Le Tribunal administratif de Lyon a rejeté la requête de l’association Réseau national Pimms médiation, qui contestait le refus implicite de la préfecture du Rhône d’enregistrer ses documents statutaires. La requête a été jugée manifestement irrecevable sur le fondement de l’article R. 222-1 du code de justice administrative, car l’association n’a pas produit la décision attaquée ni la preuve du dépôt de sa demande, malgré une demande de régularisation du tribunal. Les articles R. 412-1 et R. 421-2 du même code imposent en effet la production de l’acte attaqué ou la justification de la date de la demande pour former un recours contre une décision implicite.
Texte intégral
La présidente de la 5ème chambreVu la procédure suivante :
Par une requête, enregistrée le 6 août 2025, l’association Réseau national Pimms médiation déclare formuler une requête auprès du tribunal à l’encontre de la préfecture du Rhône pour la non réponse à l’enregistrement de ses documents.

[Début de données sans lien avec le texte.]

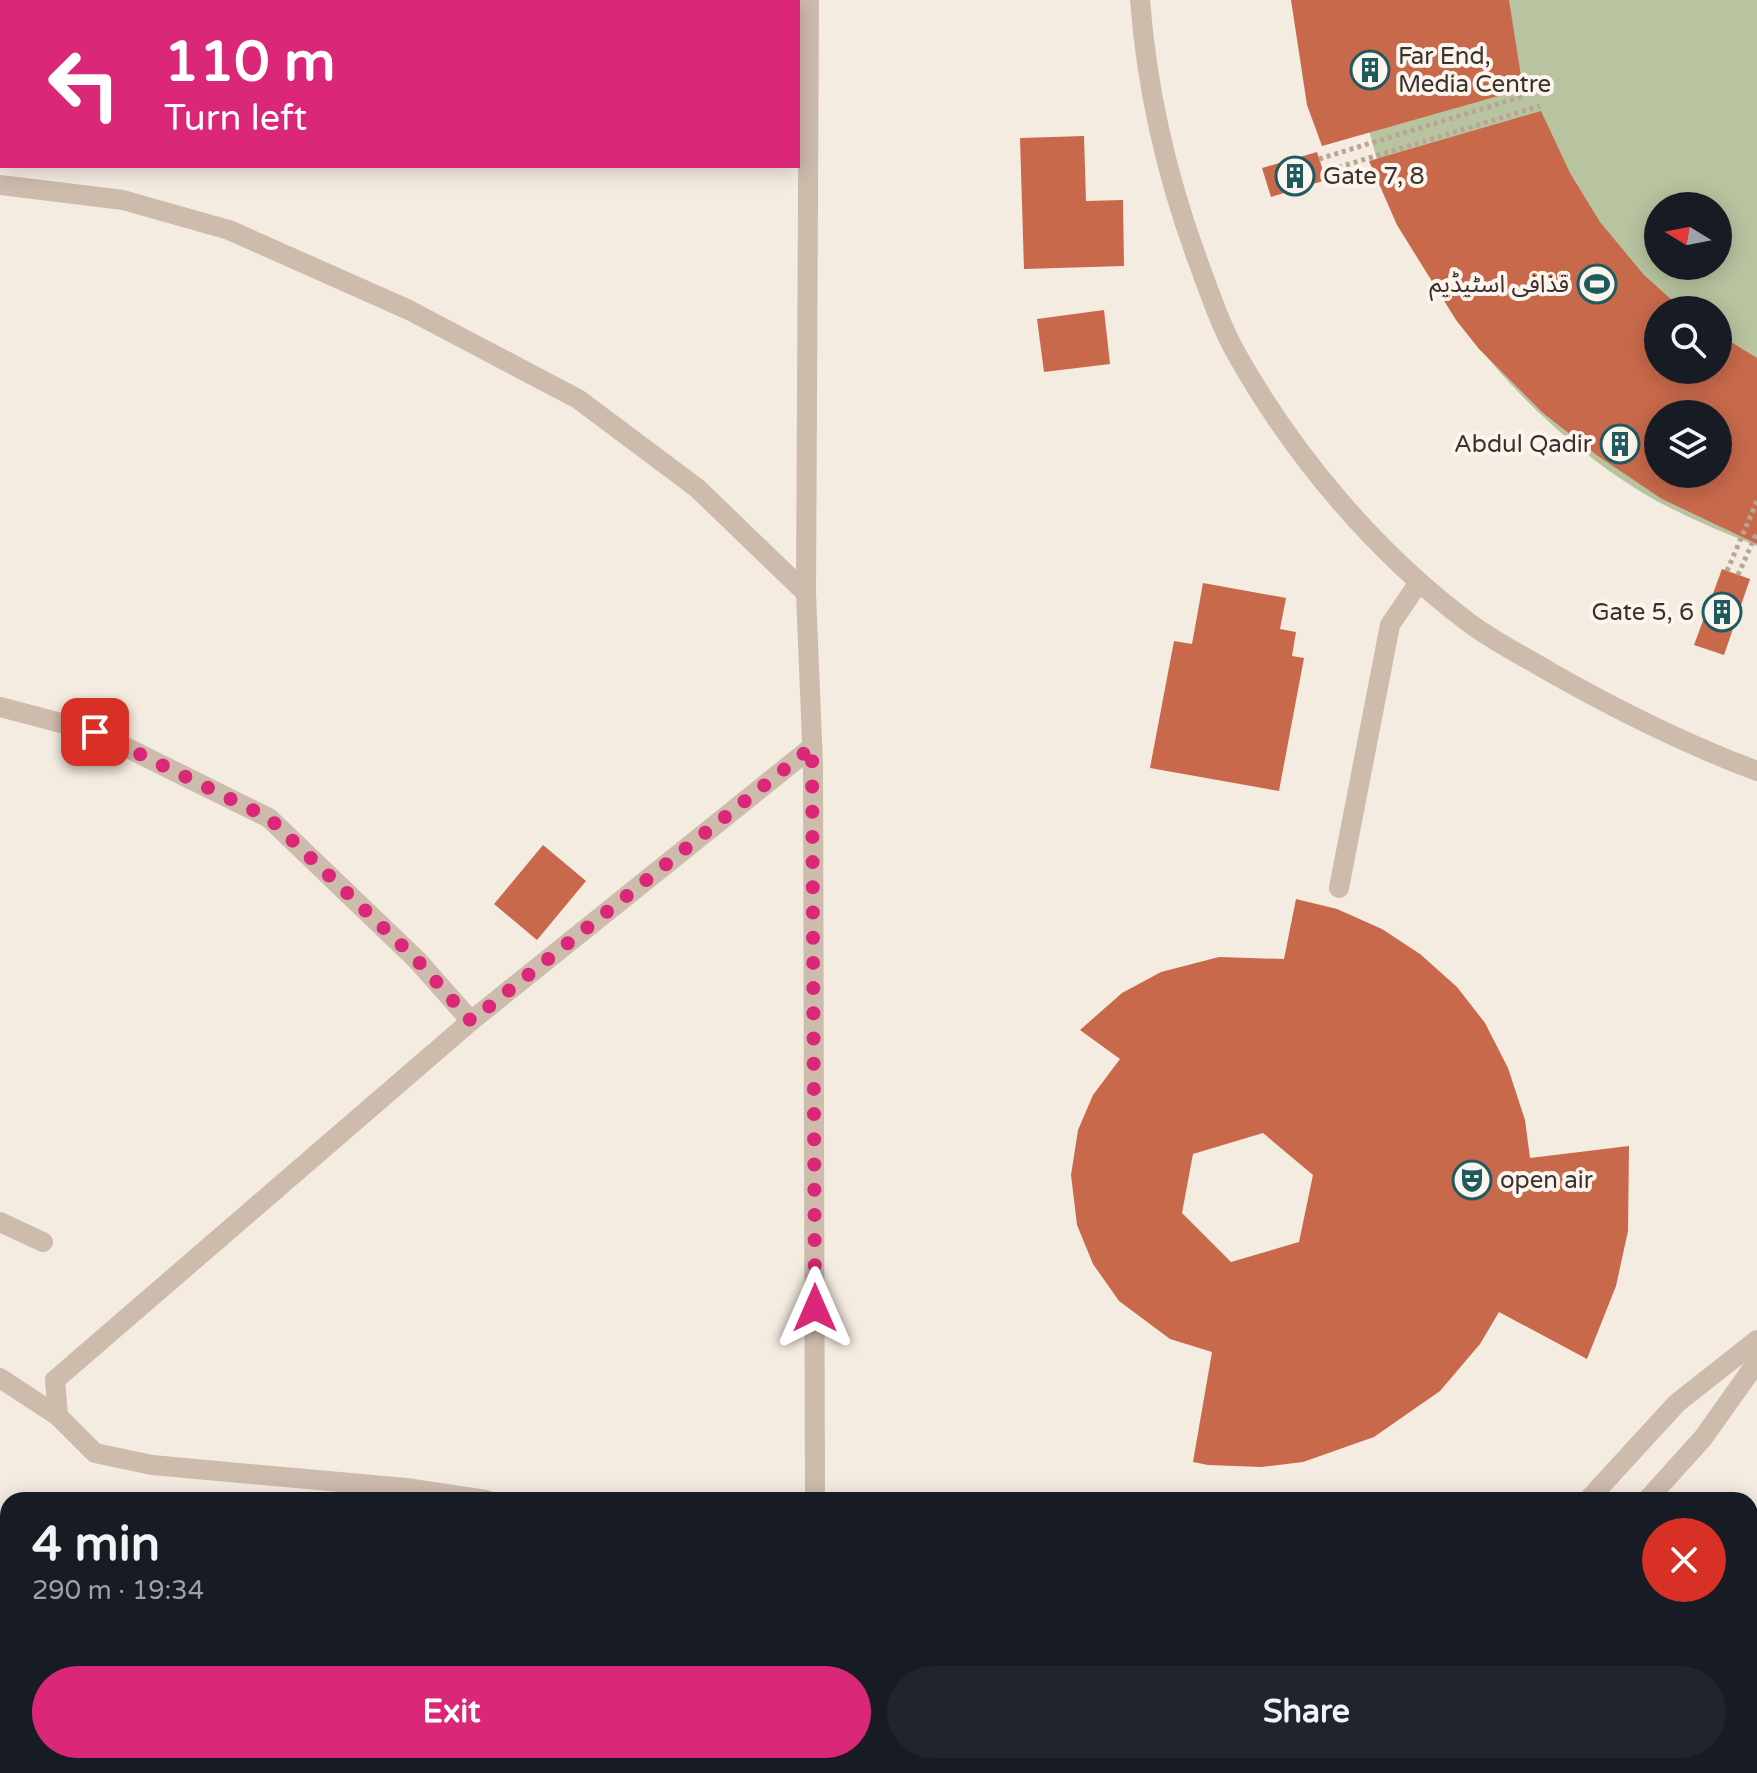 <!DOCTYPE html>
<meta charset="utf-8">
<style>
:root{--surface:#171b24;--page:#20242c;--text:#f1f3f6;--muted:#9ea1a6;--accent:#db2777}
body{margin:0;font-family:"Varela Round","Noto Sans Arabic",sans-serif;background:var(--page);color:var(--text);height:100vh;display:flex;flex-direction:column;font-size:30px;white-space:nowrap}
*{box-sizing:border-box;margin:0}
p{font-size:26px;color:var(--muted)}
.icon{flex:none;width:44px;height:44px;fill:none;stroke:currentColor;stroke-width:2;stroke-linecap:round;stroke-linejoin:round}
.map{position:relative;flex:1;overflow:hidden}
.panel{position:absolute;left:0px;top:1492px;width:1758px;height:282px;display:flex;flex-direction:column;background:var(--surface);border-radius:24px 24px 0 0;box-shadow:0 4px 20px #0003}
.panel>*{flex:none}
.top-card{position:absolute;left:0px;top:0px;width:800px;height:168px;box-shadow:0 4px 20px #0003;background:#db2777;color:#fff;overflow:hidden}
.needle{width:52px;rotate:280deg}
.buttons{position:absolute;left:1644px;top:192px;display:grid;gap:16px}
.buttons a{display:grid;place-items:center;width:88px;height:88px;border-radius:50%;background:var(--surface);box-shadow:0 4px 20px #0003;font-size:40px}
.pin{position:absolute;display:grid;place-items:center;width:68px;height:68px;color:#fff;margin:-34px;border-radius:16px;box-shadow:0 4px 12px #0006}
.me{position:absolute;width:88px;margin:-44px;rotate:0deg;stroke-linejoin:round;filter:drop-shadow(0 0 6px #0008)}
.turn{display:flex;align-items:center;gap:28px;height:168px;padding:0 32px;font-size:36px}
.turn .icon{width:104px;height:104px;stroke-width:2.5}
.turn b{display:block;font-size:56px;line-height:68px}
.round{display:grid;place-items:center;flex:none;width:84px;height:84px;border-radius:42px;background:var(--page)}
.headline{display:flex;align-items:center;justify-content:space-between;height:136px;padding:0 32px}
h1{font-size:48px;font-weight:700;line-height:60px}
.cta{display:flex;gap:16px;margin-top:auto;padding:16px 32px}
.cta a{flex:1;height:92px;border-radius:48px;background:var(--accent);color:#fff;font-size:32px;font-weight:700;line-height:92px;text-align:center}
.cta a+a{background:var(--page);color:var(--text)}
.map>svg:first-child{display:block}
.green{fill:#b8c4a0;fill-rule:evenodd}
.building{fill:#c8694b;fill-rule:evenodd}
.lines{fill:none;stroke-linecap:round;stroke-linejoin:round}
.path{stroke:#b9a596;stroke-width:5;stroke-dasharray:4 4;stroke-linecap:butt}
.minor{stroke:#cdbbac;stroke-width:20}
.route{stroke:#db2777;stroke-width:14;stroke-dasharray:0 25.2}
.labels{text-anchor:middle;stroke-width:8;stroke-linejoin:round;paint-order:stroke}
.poi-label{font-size:24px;fill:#3b302b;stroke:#fbf5ee;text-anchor:start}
</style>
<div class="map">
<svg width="1757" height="1773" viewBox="0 0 1757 1773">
<rect width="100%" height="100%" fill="#f4ebe1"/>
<!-- green -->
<g class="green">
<path d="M1347 0H1757V546C1710 527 1663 508 1621 479 1509 403 1411 281 1374 149 1360 100 1353 51 1347 0ZM1658 206H1718V266H1658ZM1658 310H1718V370H1658ZM1658 414H1718V474H1658Z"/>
<path d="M1750 1664 1757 1666V1773H1628L1630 1766H1750Z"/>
</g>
<!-- building -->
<g class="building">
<path d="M1291 0H1509L1523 89 1322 146 1307 105Z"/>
<path d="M1541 111 1570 173 1600 222 1644 275 1683 310H1658V370H1718V334L1757 358V544L1662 499 1598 456 1543 413 1479 349 1456 320 1397 225 1369 161ZM1658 414H1718V474H1658Z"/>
<path d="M1084 136 1086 201 1123 200 1124 266 1024 269 1020 138Z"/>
<path d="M1317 152 1326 180 1271 197 1262 168Z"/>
<path d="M1104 310 1110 364 1044 372 1037 319Z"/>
<path d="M1722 569 1750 579 1724 655 1694 645Z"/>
<path d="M1203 583 1286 598 1280 629 1296 632 1292 656 1304 658 1279 791 1150 768 1174 641 1192 644Z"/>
<path d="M543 845 586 881 537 940 494 904Z"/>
<path d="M1296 899 1337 909 1382 929 1420 954 1457 987 1485 1023 1508 1068 1525 1120 1530 1158 1629 1146 1628 1231 1616 1286 1587 1359 1499 1312 1480 1344 1440 1391 1374 1437 1303 1462 1261 1467 1208 1465 1193 1462 1212 1352 1170 1339 1119 1301 1093 1264 1077 1225 1071 1175 1078 1130 1093 1095 1120 1059 1080 1030 1122 993 1161 972 1219 957 1284 959ZM1263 1133 1313 1175 1299 1242 1231 1262 1182 1213 1193 1154Z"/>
</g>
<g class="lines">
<!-- path -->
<g class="path">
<path d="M1319 159 1524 96"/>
<path d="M1323 172 1540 106"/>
<path d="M1727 571 1757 501"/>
<path d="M1738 575 1757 532"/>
</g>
<!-- minor -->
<g class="minor">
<path d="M809 0 806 593 813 765 815 1500"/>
<path d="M1140 0C1147 92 1167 178 1199 264 1210 294 1221 326 1236 353 1293 455 1375 552 1468 622 1493 641 1523 656 1550 672 1617 710 1685 744 1757 771"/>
<path d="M0 185 123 200 229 230 409 310 578 399 697 488 806 593"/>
<path d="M0 707 95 732 269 818 417 960 471 1021 55 1380 58 1416 95 1453 152 1465 406 1488 486 1500"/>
<path d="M1339 888 1390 625 1419 582"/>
<path d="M471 1021 812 747"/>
<path d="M0 1222 43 1242"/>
<path d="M0 1378 58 1416"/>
<path d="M1588 1500 1677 1403 1757 1340"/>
<path d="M1647 1500 1703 1438 1757 1362"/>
<path d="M1483 1766 1503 1773"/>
<path d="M373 1773 374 1766"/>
<path d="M1417 1773 1420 1766"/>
</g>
</g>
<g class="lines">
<!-- route -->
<path class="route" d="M95 732 269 818 417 960 471 1021 812 747 815 1308"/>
</g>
<!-- icons -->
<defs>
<g id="building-ring" transform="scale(2)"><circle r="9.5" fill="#fbf5ee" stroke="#1f5a5e" stroke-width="1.5"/><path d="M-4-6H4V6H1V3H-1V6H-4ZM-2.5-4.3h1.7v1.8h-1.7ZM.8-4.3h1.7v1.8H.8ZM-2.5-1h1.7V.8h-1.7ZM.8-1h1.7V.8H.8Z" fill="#1f5a5e"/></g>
<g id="stadium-ring" transform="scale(2)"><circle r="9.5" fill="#fbf5ee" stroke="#1f5a5e" stroke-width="1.5"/><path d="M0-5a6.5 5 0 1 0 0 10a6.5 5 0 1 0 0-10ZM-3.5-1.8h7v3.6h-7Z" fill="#1f5a5e"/></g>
<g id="theatre-ring" transform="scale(2)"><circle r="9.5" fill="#fbf5ee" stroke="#1f5a5e" stroke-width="1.5"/><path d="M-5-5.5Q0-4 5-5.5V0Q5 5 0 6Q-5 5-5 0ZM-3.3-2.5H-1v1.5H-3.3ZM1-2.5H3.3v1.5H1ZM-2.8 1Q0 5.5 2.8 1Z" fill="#1f5a5e"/></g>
</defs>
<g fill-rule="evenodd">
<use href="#building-ring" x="1370" y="70"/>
<use href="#building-ring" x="1295" y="176"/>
<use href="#stadium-ring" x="1597" y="284"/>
<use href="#building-ring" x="1620" y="444"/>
<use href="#building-ring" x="1722" y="612"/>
<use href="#theatre-ring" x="1472" y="1180"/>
</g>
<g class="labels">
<!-- poi labels -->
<g class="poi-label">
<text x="1398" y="64">Far End,<tspan x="1398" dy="28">Media Centre</tspan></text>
<text x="1323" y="184">Gate 7, 8</text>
<text x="1569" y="292" text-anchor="end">قذافی اسٹیڈیم</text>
<text x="1592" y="452" text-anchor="end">Abdul Qadir</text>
<text x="1694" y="620" text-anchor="end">Gate 5, 6</text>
<text x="1500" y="1188">open air</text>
</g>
</g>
</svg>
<div class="buttons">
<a><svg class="needle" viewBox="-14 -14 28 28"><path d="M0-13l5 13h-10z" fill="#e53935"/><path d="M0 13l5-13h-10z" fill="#9ea1a6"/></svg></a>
<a><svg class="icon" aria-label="search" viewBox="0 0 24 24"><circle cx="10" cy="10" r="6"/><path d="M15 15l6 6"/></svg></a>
<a><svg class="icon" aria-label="layers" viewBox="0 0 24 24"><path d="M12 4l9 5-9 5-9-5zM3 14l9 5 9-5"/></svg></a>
</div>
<div class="pin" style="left:95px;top:732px;background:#d93025"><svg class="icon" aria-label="arrive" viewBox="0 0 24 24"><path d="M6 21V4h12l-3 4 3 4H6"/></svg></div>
<svg class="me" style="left:815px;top:1308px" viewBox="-20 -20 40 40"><path d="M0-17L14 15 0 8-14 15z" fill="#db2777" stroke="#fff" stroke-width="4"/></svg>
<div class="top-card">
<div class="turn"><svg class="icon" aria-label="left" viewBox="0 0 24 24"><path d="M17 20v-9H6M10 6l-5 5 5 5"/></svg><div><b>110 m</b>Turn left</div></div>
</div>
<section class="panel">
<div class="headline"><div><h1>4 min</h1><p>290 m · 19:34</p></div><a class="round" style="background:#d93025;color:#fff"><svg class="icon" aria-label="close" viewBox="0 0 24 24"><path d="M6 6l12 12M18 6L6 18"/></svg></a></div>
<div class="cta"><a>Exit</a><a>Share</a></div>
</section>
</div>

Vu les autres pièces du dossier.
Vu le code de justice administrative.
Considérant ce qui suit :
1. D’une part, aux termes de l’article R. 222-1 du code de justice administrative : « (…) les présidents de formation de jugement des tribunaux (…) peuvent, par ordonnance : (…) 4° Rejeter les requêtes manifestement irrecevables, lorsque la juridiction n'est pas tenue d'inviter leur auteur à les régulariser ou qu'elles n'ont pas été régularisées à l'expiration du délai imparti par une demande en ce sens (…) ».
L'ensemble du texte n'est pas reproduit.